_PROBLEM DETAILS:_ Please filter the entries for the word "stream" and copy every line that has it.

========

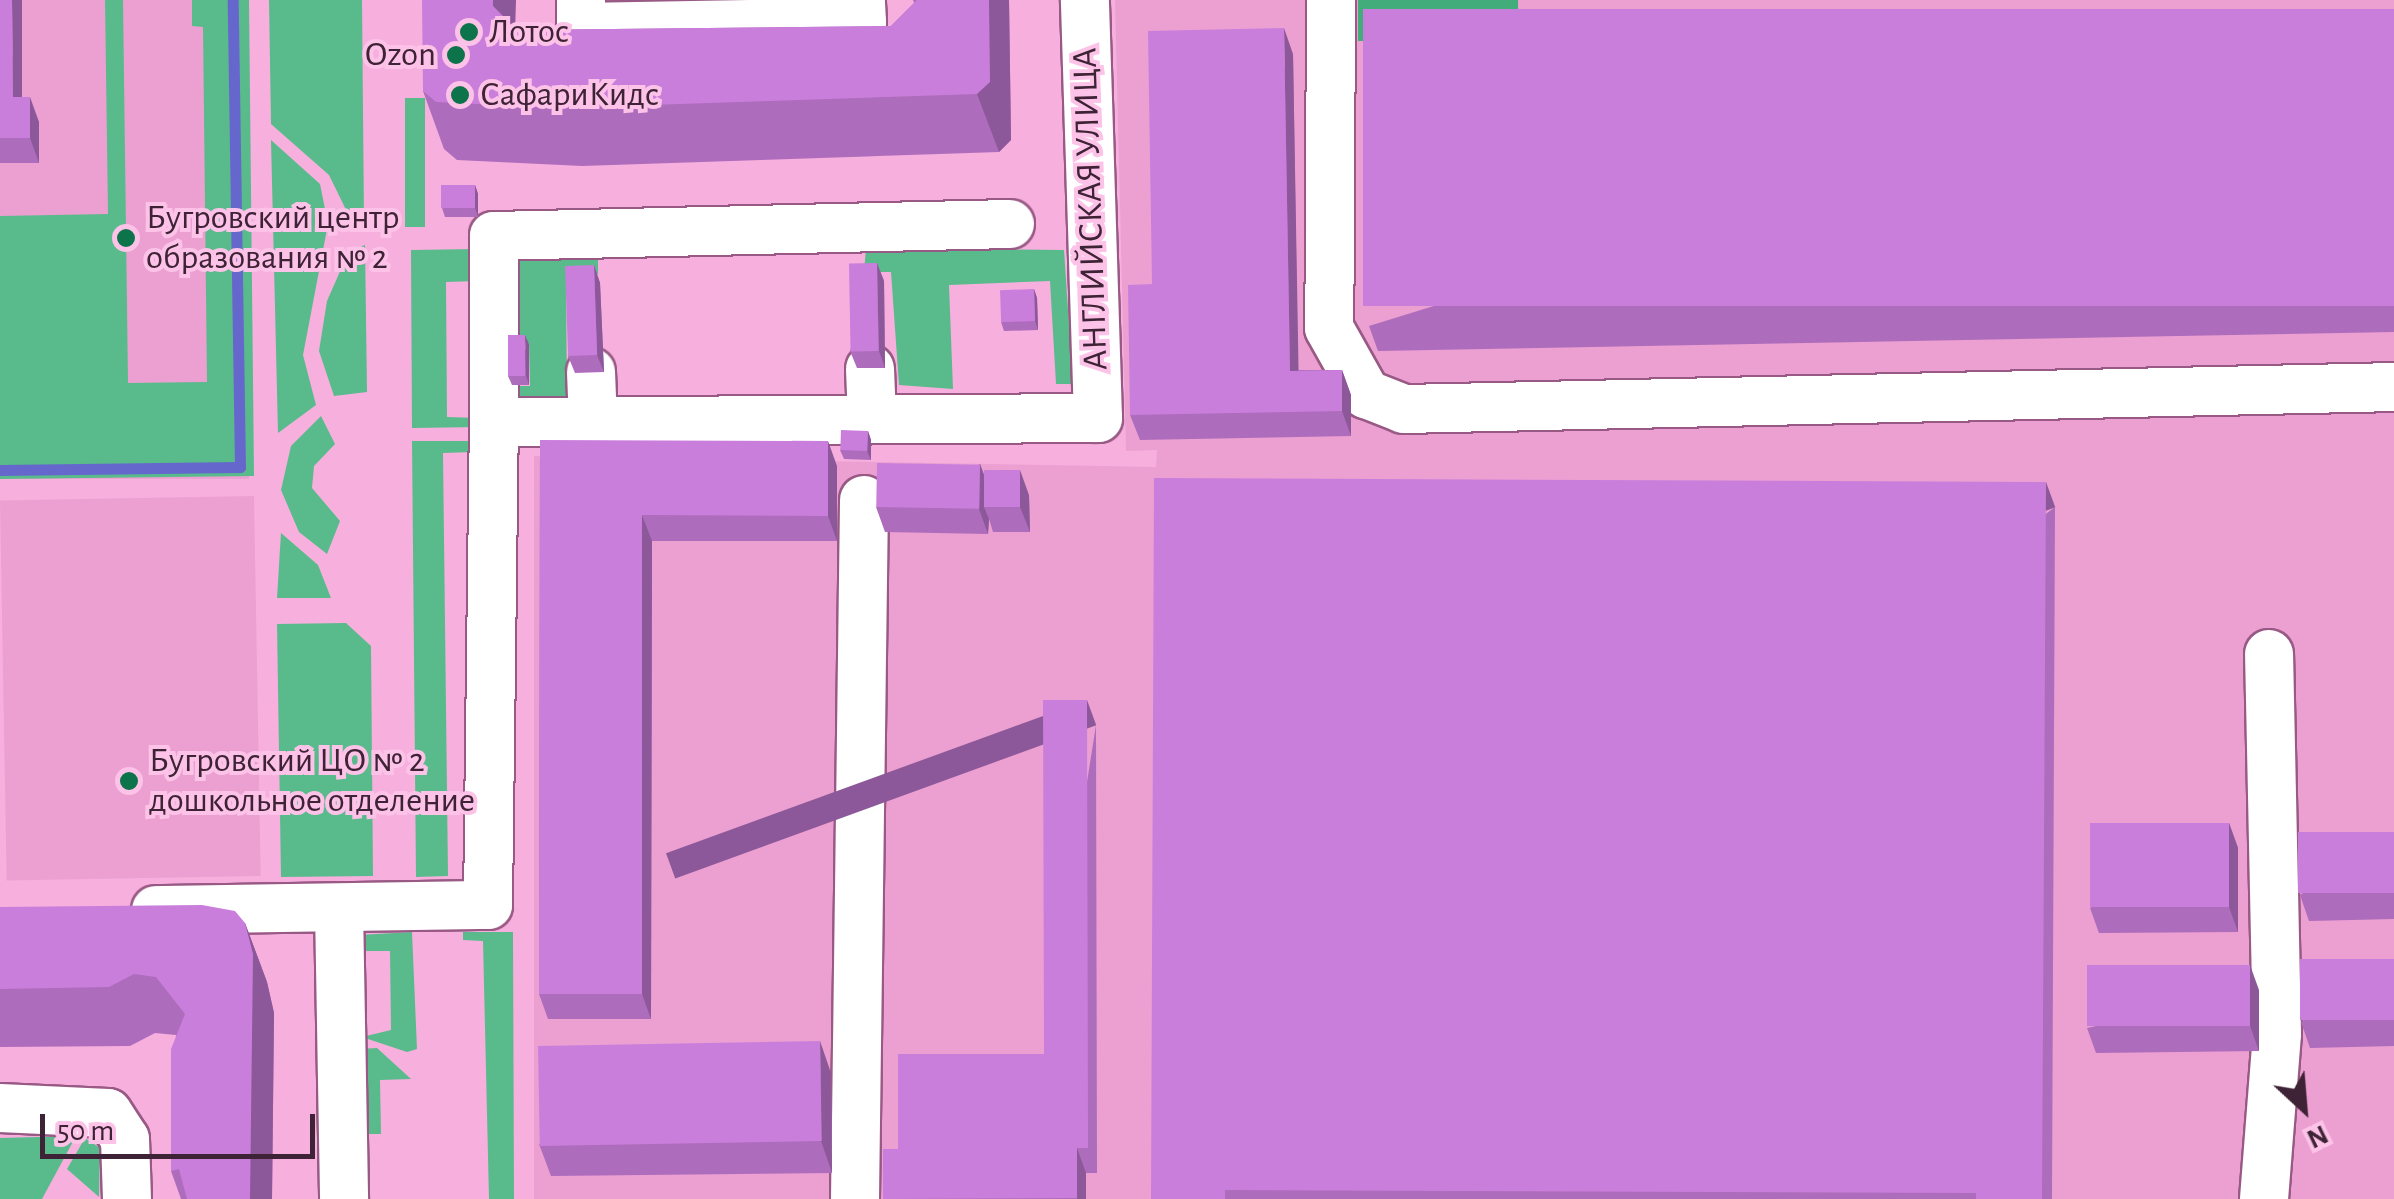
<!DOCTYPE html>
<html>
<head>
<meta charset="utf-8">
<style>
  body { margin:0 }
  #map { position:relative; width:2394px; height:1199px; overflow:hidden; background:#f7afde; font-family:"Alegreya Sans",sans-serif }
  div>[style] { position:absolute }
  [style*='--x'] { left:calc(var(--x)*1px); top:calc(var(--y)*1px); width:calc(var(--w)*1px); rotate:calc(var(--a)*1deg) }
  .built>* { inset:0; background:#eba0d1; transform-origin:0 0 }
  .green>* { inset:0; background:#59bb8b; transform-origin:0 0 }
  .forest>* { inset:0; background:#42ac7b; transform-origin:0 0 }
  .stream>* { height:11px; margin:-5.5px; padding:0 5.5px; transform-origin:5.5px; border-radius:5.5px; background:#6667cd }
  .roads { filter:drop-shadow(2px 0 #995985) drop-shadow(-2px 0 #995985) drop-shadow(0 2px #995985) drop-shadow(0 -2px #995985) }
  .minor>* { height:48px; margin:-24px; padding:0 24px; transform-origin:24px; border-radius:24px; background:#fff }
  .wall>* { inset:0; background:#ae6cbc }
  .shaded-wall>* { inset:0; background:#8d5899; transform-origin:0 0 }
  .building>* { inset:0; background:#ca7edb; transform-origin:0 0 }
  .dots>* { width:28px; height:28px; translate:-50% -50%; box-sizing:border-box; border:5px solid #fcc2e7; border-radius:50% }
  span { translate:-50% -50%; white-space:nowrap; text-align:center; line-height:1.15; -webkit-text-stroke:8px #fcc2e7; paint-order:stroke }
  .poi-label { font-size:35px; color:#3e2235 }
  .left { translate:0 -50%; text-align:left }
  .right { translate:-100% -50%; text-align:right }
  .street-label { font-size:35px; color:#3e2235 }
  .north { position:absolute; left:2254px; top:1059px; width:100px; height:100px; -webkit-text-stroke:8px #fcc2e7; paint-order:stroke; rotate:154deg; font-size:28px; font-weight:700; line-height:40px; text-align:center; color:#3e2235 }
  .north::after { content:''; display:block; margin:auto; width:35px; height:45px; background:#3e2235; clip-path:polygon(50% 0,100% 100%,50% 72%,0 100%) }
  .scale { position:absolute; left:40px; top:1114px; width:275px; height:45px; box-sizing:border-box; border:5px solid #3e2235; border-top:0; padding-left:12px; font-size:30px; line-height:35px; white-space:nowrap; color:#3e2235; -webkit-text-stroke:8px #fcc2e7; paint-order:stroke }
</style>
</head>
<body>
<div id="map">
  <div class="built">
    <div style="left:0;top:0;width:249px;height:479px"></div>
    <div style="clip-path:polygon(1115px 0,2394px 0,2394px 1199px,534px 1199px,534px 456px,1156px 467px,1157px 450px,1126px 451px)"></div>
    <div style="left:254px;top:496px;width:380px;height:254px;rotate:89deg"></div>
  </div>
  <div class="green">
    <div style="clip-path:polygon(105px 0,123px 0,128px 383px,207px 382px,203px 27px,192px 26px,192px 0,249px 0,254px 476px,0 479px,0 216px,108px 214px)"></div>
    <div style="clip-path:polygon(269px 0,362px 0,364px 222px,352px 222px,329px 175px,271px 124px)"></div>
    <div style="left:405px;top:98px;width:20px;height:129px"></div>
    <div style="clip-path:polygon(271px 140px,320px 184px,328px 224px,303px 355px,316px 405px,278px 433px)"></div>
    <div style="clip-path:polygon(365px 245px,367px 392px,334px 396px,319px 351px,327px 301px,349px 251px)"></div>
    <div style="clip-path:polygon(598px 247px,598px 274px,566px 275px,567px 402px,527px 402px,517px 396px,518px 386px,530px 386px,529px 343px,516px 342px,512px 270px,522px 254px)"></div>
    <div style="clip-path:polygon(866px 248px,1064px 250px,1073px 384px,1056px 384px,1050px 281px,949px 285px,953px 389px,899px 385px,891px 272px,864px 272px)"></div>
    <div style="clip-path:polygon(477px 249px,478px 281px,446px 282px,447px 417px,478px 418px,479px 427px,412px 428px,411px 250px)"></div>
    <div style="clip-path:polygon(321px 416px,335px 444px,314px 466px,312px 488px,340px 521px,327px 554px,299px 532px,281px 490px,291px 446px)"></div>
    <div style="clip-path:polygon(412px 441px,473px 441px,473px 452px,443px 453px,448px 876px,416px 877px)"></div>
    <div style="clip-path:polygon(281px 533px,318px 565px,331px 598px,277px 598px)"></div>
    <div style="clip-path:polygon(346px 623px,371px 646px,373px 876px,281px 877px,277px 624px)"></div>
    <div style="clip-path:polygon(412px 932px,417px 1049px,407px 1052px,362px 1037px,391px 1030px,390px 951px,365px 951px,359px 935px)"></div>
    <div style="clip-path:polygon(463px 932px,513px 932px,514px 1199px,489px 1199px,483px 941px,463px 940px)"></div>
    <div style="clip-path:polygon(377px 1048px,411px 1079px,380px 1080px,381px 1134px,366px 1134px,359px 1049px)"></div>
    <div style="clip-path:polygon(76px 1136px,42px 1199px,0 1199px,0 1138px)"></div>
    <div style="clip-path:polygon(85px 1138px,100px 1148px,99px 1197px,67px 1169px)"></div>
  </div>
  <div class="forest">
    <div style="left:1358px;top:0;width:160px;height:41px"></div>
  </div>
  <div class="stream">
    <div style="--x:0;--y:470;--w:240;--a:-0.7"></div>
    <div style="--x:240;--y:467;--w:467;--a:-90.9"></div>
  </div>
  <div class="roads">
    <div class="minor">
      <div style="--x:581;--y:0;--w:27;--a:90"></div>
      <div style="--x:581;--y:27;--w:281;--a:-1"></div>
      <div style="--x:862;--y:22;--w:22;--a:-93"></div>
      <div style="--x:1331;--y:0;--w:328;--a:90.3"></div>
      <div style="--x:1329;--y:328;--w:76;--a:60.7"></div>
      <div style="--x:1366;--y:394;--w:41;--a:21.5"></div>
      <div style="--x:1404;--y:409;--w:990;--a:-1.27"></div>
      <div style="--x:870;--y:369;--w:50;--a:87.7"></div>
      <div style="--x:591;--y:372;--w:50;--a:87.7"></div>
      <div style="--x:494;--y:422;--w:186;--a:-90"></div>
      <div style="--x:494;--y:236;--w:516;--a:-1.33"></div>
      <div style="--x:339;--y:908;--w:291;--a:89"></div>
      <div style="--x:156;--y:910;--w:332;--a:-0.9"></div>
      <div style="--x:488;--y:905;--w:483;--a:-89.3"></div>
      <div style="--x:494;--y:422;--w:604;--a:-0.38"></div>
      <div style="--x:1098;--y:418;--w:418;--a:-91.8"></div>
      <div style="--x:0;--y:1108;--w:108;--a:2.7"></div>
      <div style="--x:108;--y:1113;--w:31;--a:57"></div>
      <div style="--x:125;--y:1139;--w:60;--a:88.1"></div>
      <div style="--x:855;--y:1199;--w:699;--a:-89.26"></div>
      <div style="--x:2264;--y:1199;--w:166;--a:-85.5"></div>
      <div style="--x:2277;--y:1034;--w:380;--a:-91.2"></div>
    </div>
  </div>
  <div class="wall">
    <div style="clip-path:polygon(0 0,22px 97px,39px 122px,39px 163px,0 163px)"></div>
    <div style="clip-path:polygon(913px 0,1009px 0,1011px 140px,999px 152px,582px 166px,457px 160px,444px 149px,423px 91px,515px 29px,517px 30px,891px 26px,914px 3px)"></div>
    <div style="clip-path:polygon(2394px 9px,2394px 332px,1378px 351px,1369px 326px)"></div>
    <div style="clip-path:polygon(1293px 54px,1298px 370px,1342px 370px,1351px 395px,1351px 436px,1140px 440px,1130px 415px,1152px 284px)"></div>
    <div style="clip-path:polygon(475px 185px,478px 194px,478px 217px,445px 217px,442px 208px)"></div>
    <div style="clip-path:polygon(877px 263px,884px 281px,885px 368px,857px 368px,850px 351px)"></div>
    <div style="clip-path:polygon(594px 265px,600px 283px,604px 372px,575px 373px,568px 356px)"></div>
    <div style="clip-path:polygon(1034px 289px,1037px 298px,1038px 330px,1004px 331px,1001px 322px)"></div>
    <div style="clip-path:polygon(529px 344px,529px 385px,512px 385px,508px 376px)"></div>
    <div style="clip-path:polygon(868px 431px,871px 440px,871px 460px,844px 459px,840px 450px)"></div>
    <div style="clip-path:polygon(540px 440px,837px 466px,837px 541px,652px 541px,651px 1019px,548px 1019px,539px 994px)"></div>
    <div style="clip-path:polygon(980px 464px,984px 474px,1029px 495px,1030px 532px,993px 532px,989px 519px,988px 534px,885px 532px,876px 507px)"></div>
    <div style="clip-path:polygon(2055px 507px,2052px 1199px,1151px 1199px)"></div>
    <div style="clip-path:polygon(1096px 725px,1097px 1173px,1086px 1173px,1086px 1199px,883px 1199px,898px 1149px,1044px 1054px)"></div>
    <div style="clip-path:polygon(2229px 823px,2238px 848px,2238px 932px,2099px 933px,2090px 908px)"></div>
    <div style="clip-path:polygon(2394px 832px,2394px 919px,2309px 921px,2300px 895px)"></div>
    <div style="clip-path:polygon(0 907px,245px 923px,267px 982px,274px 1013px,272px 1199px,181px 1199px,171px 1171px,176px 1035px,155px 1033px,130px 1046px,0 1047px)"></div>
    <div style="clip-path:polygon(2394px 959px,2394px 1046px,2310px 1048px,2301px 1022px)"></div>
    <div style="clip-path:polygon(2259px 990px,2259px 1051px,2096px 1053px,2087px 1028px)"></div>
    <div style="clip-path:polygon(831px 1073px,832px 1173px,551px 1176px,539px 1144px)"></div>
  </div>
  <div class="shaded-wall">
    <div style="clip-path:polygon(12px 0,22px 0,22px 122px,13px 97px)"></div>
    <div style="clip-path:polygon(493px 0,516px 0,514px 64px,493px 6px)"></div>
    <div style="clip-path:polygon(989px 0,1009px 0,1011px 140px,999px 152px,977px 94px)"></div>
    <div style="clip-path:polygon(1284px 28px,1293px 54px,1299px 396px,1290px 371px)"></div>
    <div style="clip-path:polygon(30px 97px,39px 122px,39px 163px,30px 138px)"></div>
    <div style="clip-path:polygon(475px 185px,478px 194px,478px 217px,475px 208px)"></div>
    <div style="clip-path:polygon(877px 263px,884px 281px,885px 368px,879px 351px)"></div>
    <div style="clip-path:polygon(594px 265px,600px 283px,604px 372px,597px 355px)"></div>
    <div style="clip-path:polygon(1034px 289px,1037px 298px,1038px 330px,1035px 321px)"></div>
    <div style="clip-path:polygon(525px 335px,529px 344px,529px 385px,526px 376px)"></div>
    <div style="clip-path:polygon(1342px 370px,1351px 395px,1351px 436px,1342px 411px)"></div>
    <div style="clip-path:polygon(868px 431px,871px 440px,871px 460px,867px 451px)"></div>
    <div style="clip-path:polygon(828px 441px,837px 466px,837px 541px,828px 516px)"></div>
    <div style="clip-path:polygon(980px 464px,989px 490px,984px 507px,989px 519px,988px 534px,979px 509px)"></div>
    <div style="clip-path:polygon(1020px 470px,1029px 495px,1030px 532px,1020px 507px)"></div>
    <div style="left:2046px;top:482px;width:27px;height:717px;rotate:70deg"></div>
    <div style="clip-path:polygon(642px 515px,652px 541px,651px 1019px,642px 994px)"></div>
    <div style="left:1087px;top:700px;width:27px;height:448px;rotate:70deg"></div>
    <div style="clip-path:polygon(2229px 823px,2238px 848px,2238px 932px,2229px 907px)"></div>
    <div style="clip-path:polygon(245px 923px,267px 982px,274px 1013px,272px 1199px,250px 1199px)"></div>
    <div style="clip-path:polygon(2250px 965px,2259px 990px,2259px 1051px,2250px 1026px)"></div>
    <div style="clip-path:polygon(820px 1041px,831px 1073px,832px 1173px,821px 1141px)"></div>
    <div style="clip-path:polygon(1077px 1148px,1086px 1173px,1086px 1199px,1077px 1199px)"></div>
  </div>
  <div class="building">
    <div style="clip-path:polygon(0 0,12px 0,13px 97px,30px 97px,30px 138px,0 138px)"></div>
    <div style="clip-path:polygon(422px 0,493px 0,493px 6px,517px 30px,891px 26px,917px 0,989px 0,990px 82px,977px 94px,561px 108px,436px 102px,423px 91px)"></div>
    <div style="left:2394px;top:9px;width:297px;height:1031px;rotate:90deg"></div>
    <div style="clip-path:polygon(1284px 28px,1290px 371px,1342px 370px,1342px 411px,1130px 415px,1128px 285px,1152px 284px,1148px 31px)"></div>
    <div style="left:441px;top:185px;width:34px;height:23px"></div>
    <div style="left:877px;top:263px;width:88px;height:28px;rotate:89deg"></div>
    <div style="left:594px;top:265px;width:90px;height:29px;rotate:88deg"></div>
    <div style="left:1034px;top:289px;width:32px;height:34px;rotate:88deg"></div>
    <div style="left:508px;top:335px;width:17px;height:41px"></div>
    <div style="left:841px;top:430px;width:27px;height:20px;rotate:2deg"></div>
    <div style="clip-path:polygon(540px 440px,828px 441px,828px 516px,642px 515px,642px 994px,539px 994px)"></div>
    <div style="left:877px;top:463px;width:103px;height:44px;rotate:1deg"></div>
    <div style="left:984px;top:470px;width:36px;height:37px"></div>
    <div style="clip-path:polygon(1154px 478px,2046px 482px,2042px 1199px,1976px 1199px,1976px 1193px,1225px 1190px,1225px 1199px,1151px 1199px)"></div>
    <div style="clip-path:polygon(1043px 700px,1087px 700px,1088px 1148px,1077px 1148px,1077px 1198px,883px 1199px,883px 1149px,898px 1149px,898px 1054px,1044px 1054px)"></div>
    <div style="left:2229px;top:823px;width:84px;height:139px;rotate:90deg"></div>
    <div style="left:2394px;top:832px;width:61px;height:96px;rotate:90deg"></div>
    <div style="clip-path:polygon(202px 905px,235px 911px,245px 923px,253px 954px,250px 1199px,187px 1199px,179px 1169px,171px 1171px,171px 1049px,185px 1014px,156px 977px,134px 974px,109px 987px,0 989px,0 907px)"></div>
    <div style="left:2394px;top:959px;width:61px;height:94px;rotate:90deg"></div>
    <div style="left:2250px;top:965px;width:61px;height:163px;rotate:90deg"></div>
    <div style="left:820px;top:1041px;width:100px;height:282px;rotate:89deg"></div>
  </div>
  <div class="dots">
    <div style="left:469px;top:32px;background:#0c734b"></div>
    <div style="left:456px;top:55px;background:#0c734b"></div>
    <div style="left:460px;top:95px;background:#0c734b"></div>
    <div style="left:126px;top:238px;background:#0c734b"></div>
    <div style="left:129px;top:781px;background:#0c734b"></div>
  </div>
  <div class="poi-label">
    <span class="left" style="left:489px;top:32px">Лотос</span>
    <span class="right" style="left:436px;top:55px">Ozon</span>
    <span class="left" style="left:480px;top:95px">СафариКидс</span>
    <span class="left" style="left:146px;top:238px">Бугровский центр<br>образования № 2</span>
    <span class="left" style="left:149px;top:781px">Бугровский ЦО № 2<br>дошкольное отделение</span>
  </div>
  <div class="street-label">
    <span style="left:1091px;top:209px;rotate:-92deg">АНГЛИЙСКАЯ УЛИЦА</span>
  </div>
  <div class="north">N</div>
  <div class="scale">50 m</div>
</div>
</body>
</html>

========

_ANSWER SECTION:_
  .stream>* { height:11px; margin:-5.5px; padding:0 5.5px; transform-origin:5.5px; border-radius:5.5px; background:#6667cd }
  <div class="stream">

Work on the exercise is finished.